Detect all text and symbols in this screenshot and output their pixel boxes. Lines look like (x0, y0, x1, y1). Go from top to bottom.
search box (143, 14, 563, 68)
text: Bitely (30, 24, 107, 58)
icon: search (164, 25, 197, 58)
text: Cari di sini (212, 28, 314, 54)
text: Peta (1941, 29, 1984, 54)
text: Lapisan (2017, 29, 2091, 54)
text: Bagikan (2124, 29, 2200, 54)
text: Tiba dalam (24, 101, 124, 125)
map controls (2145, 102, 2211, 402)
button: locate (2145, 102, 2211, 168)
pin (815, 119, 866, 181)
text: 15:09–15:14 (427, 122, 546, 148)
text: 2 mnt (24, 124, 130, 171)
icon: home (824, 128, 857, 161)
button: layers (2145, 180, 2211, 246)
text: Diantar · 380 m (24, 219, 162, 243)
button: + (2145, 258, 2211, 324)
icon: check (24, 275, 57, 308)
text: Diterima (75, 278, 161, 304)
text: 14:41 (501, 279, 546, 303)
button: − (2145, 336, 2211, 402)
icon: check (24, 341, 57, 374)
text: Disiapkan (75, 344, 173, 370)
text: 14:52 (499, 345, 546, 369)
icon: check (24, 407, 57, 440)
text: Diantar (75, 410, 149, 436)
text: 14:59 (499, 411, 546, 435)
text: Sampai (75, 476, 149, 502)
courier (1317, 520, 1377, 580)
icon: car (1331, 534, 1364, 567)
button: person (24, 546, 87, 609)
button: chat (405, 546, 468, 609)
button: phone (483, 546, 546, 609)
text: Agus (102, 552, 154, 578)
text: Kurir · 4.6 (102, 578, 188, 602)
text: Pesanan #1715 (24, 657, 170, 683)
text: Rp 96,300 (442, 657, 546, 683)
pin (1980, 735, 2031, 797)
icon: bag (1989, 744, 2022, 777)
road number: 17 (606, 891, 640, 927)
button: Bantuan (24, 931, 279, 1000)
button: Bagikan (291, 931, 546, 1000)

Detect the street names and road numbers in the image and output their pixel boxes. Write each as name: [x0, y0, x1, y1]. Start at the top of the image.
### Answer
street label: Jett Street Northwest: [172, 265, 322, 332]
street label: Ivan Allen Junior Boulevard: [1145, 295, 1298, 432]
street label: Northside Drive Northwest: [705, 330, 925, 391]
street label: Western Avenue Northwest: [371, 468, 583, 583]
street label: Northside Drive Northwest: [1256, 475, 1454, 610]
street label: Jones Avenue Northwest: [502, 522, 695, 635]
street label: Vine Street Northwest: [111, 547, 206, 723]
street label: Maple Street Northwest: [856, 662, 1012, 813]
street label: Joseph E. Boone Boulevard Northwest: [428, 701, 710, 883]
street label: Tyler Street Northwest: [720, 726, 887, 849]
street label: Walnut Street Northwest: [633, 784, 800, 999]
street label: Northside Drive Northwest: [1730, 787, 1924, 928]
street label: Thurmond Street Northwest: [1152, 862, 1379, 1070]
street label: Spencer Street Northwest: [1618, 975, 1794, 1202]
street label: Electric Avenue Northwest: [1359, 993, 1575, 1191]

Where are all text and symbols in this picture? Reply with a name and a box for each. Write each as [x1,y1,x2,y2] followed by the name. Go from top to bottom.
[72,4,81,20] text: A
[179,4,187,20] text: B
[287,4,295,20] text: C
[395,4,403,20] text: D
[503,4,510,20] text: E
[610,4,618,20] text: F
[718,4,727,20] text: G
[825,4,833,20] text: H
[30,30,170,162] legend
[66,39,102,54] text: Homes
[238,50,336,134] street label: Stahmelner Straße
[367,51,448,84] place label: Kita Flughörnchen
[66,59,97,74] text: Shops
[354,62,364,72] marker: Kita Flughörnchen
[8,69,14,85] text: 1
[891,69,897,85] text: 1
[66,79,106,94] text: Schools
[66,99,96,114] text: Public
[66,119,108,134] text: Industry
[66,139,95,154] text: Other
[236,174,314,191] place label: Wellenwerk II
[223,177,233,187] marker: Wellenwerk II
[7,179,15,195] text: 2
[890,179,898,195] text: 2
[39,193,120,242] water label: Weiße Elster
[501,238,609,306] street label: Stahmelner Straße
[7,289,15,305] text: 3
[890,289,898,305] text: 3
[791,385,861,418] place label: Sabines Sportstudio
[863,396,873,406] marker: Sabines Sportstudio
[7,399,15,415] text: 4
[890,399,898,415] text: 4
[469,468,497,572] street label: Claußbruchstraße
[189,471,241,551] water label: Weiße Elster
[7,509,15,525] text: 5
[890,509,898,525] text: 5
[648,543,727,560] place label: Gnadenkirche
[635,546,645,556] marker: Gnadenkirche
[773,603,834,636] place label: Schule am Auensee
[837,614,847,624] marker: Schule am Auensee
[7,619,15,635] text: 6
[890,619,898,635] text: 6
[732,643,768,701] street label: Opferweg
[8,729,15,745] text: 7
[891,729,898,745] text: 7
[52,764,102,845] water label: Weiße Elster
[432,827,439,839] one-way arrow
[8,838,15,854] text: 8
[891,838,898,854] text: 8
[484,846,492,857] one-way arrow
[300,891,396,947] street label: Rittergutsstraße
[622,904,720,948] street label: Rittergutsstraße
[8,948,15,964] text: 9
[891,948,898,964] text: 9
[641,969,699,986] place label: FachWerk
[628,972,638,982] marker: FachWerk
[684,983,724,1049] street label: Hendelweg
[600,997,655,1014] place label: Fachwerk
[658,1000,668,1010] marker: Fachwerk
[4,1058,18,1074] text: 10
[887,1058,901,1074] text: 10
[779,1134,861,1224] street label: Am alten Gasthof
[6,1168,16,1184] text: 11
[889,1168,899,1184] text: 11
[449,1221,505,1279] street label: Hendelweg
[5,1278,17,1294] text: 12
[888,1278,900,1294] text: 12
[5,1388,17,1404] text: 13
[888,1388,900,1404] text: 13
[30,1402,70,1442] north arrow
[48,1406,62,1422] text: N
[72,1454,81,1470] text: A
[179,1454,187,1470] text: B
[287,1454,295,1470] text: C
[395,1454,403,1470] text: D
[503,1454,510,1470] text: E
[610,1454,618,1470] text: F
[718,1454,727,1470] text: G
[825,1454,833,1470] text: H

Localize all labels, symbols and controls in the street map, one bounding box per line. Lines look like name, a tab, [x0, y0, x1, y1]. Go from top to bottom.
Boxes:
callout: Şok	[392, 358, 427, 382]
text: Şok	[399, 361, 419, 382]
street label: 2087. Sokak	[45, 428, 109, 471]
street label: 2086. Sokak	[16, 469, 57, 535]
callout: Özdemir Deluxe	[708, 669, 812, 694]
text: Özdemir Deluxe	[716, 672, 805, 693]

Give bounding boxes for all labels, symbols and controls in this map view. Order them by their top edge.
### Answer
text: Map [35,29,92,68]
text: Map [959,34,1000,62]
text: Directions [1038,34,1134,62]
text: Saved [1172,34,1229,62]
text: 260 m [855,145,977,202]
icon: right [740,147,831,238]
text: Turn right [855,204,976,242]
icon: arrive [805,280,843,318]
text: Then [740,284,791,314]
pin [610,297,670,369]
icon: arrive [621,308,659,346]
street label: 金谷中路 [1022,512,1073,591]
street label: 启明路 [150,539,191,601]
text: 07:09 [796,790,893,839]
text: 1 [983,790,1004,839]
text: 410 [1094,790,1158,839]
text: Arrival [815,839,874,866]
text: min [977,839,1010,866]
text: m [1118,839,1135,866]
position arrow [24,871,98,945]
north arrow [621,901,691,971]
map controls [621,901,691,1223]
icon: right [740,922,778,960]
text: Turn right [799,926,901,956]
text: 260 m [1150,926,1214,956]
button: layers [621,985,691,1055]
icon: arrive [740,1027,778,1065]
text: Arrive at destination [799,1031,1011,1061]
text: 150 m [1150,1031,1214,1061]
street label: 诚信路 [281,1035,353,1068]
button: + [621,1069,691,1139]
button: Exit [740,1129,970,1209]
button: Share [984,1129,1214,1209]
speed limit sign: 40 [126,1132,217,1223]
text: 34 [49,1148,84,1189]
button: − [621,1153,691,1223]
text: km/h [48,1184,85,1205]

************

WORK REQUEST :: If a line in the records includes the string "from", copy it.

RESPONSE ::
Detect all text and symbols in this screenshot and output their pixel boxes. Lines look like (x0, y0, x1, y1). Go from top to bottom.
Where are all text and symbols in this picture? Reply with a name and a box for each. Write each as [x1,y1,x2,y2] followed by the name. Go from top to bottom.
Localize all labels, symbols and controls in the street map, one bounding box per line. Lines look like name, a tab, [x0, y0, x1, y1]. Go from top to bottom.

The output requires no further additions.